Quanto ao ministro dos Negócios Estrangeiros, tendo recentemente deixado implícito em entrevista ao Expresso que gostaria de poder dedicar-se à sua atividade letiva, António Costa não terá querido deixar-lhe o Governo nas mãos tão pouco tempo depois de ter sido forçado a vir a público dizer que o seu ministro de Estado e dos Negócios Estrangeiros estava para durar e ainda longe de poder dedicar-se à Universidade.
’Santos Silva está em fim de ciclo’, diz Guimarães Pinto
Em declarações ao Nascer do SOL, Carlos Guimarães Pinto confessou não saber da ausência de Santos Silva das reuniões da UE e da NATO sobre o Afeganistão e sublinhou que «um assunto tão importante exigia que Santos Silva estivesse lá».
Contudo, na análise do fundador do Iniciativa Liberal, o MNE já «está numa fase em que está a desligar do cargo», pois «sente-se o clima de fim de ciclo».
A seu ver, «alguém que esteja em fim de ciclo não devia estar na posição em que está», sendo que esses casos «acabam sempre com este tipo de problemas».
No entender do economista, «não faz sentido que uma decisão desta importância não conte com o principal representante português na área dos Negócios Estrangeiros».
E as férias não servem como desculpa: «Quando se tem responsabilidades políticas e existem situações deste género, as férias não são uma desculpa suficientemente boa para não fazer parte do processo de decisão». Da sua ausência, Guimarães Pinto só consegue retirar duas possíveis explicações: «Ou ele acha que Portugal não tem peso nenhum neste processo de decisão – o que é humilhante para o país – e por isso não vale a pena o seu esforço», ou «ele próprio acha que já não acrescenta nada e lança já alguém para o substituir».
«Se assumirmos que Portugal acrescenta alguma coisa e que ele acrescenta alguma coisa ao cargo em que está, faz sentido que vá ele», notou Guimarães Pinto.

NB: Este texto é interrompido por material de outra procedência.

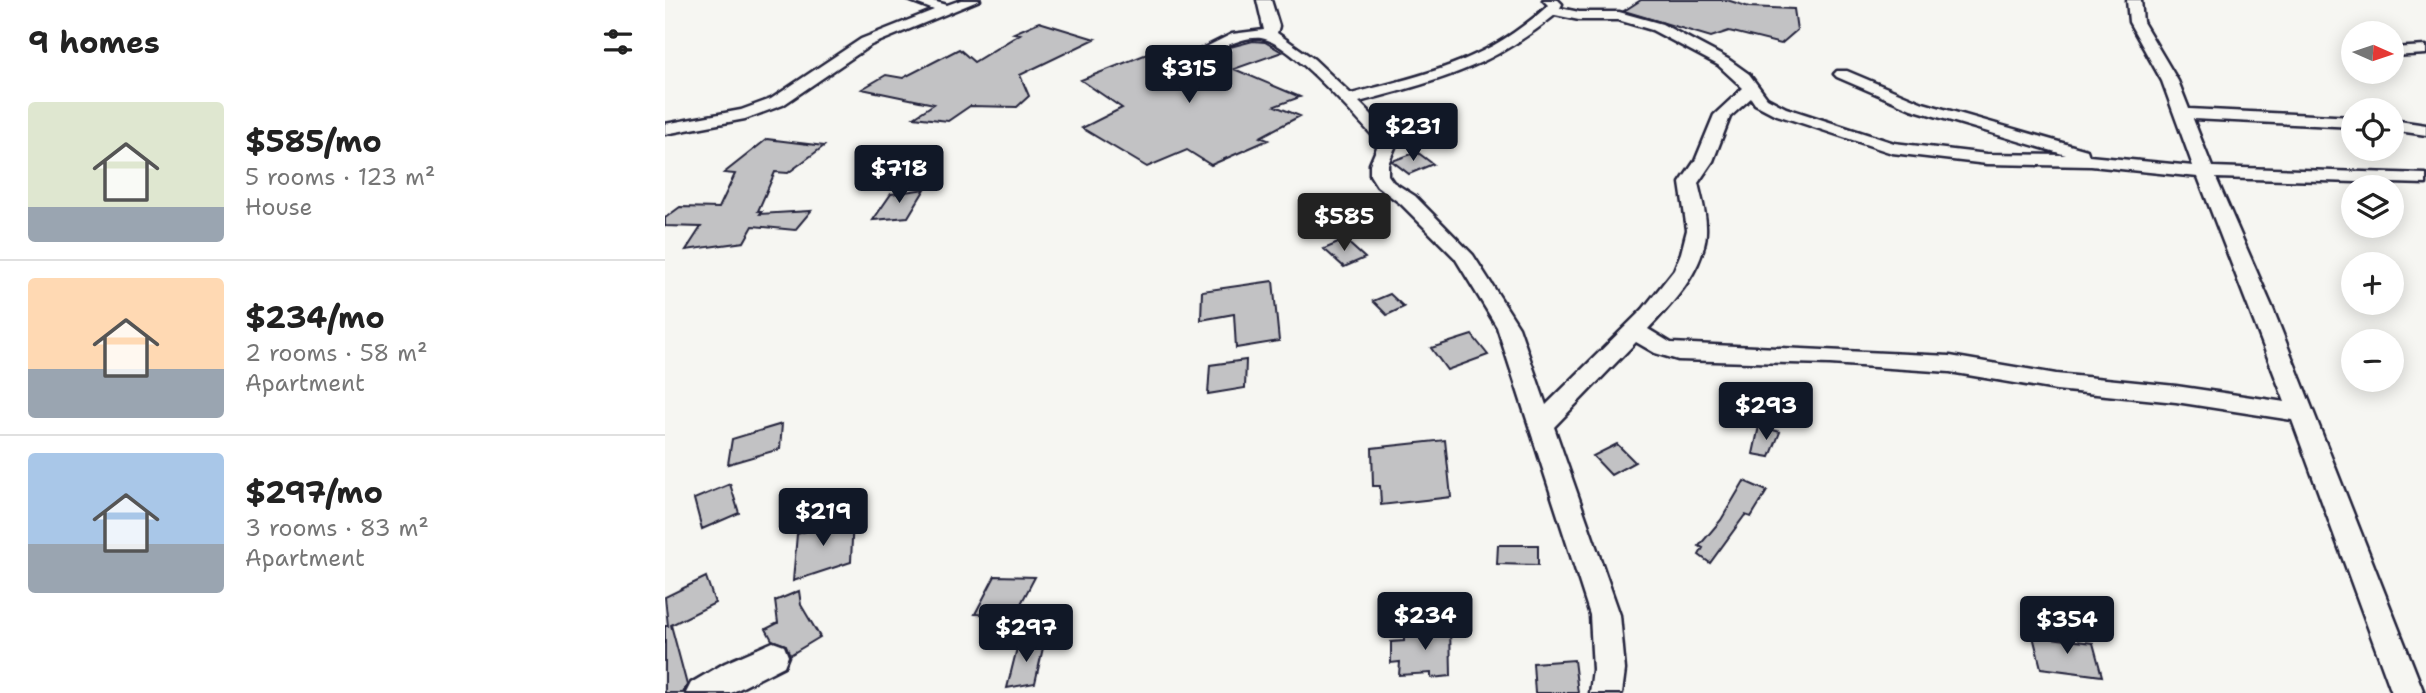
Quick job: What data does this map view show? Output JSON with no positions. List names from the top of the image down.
{
  "north": "right",
  "page": {
    "heading": "9 homes",
    "map_buttons": ["+", "−"],
    "price": [
      "$315",
      "$231",
      "$718",
      "$585",
      "$293",
      "$219",
      "$234",
      "$354",
      "$297"
    ],
    "list": [
      {
        "name": "$585/mo",
        "note": "5 rooms · 123 m² · House"
      },
      {
        "name": "$234/mo",
        "note": "2 rooms · 58 m² · Apartment"
      },
      {
        "name": "$297/mo",
        "note": "3 rooms · 83 m² · Apartment"
      }
    ]
  }
}
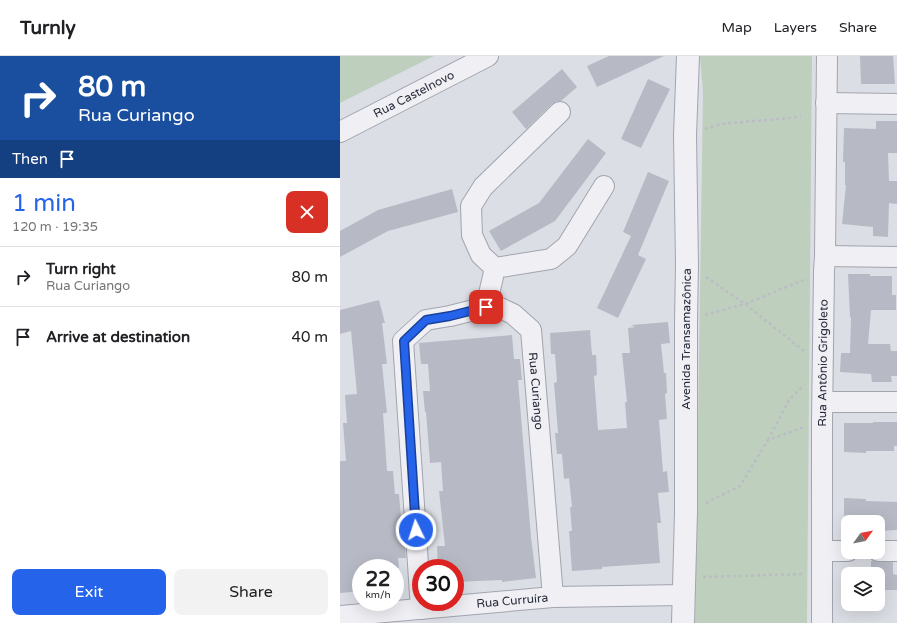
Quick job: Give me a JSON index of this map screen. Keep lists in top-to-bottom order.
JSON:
{
  "streets": {
    "street": [
      "Rua Castelnovo",
      "Avenida Transamazônica",
      "Rua Antônio Grigoleto",
      "Rua Curiango",
      "Rua Curruíra"
    ]
  },
  "crossings": [
    ["Avenida Transamazônica", "Rua Curruíra"],
    ["Rua Curiango", "Rua Curruíra"]
  ],
  "north": "top right",
  "page": {
    "header": "Turnly",
    "nav": ["Map", "Layers", "Share"],
    "turn": ["80 m", "Rua Curiango"],
    "then": "Then",
    "heading": ["1 min", "120 m · 19:35"],
    "list": [
      {
        "name": "Turn right",
        "note": "Rua Curiango",
        "value": "80 m"
      },
      {
        "name": "Arrive at destination",
        "value": "40 m"
      }
    ],
    "speed": "22 km/h",
    "limit": "30",
    "buttons": ["Exit", "Share"]
  }
}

Costa também de férias… ou talvez não
O que também não deixou de causar estranheza e revelar a somenos importância que o Governo português terá dado à crise política do Afeganistão foi igualmente o facto de António Costa não ter feito qualquer declaração pública sobre o Afeganistão (nem a primeira-ministra em exercício) quando todos os líderes europeus e mundiais vieram a público tomar posição sobre a tomada de Cabul pelos radicais talibãs.
Ainda por cima, António Costa, mesmo de férias, fez questão de marcar a agenda política com uma entrevista ao Expresso em que excluiu uma remodelação governamental nos próximos tempos e anunciou que o Governo está a ponderar a revisão dos escalões de IRS no Orçamento do estado para 2022.
Curiosamente, na primeira notícia sobre a dita entrevista, António Costa admitiu apenas uma substituição no Governo nos próximos tempos: a da secretária de Estado dos Assuntos Europeus, Ana Paula Zacarias, precisamente quem acabou a representar Portugal nas reuniões de emergência desta semana da União Europeia e da Aliança Atlântica.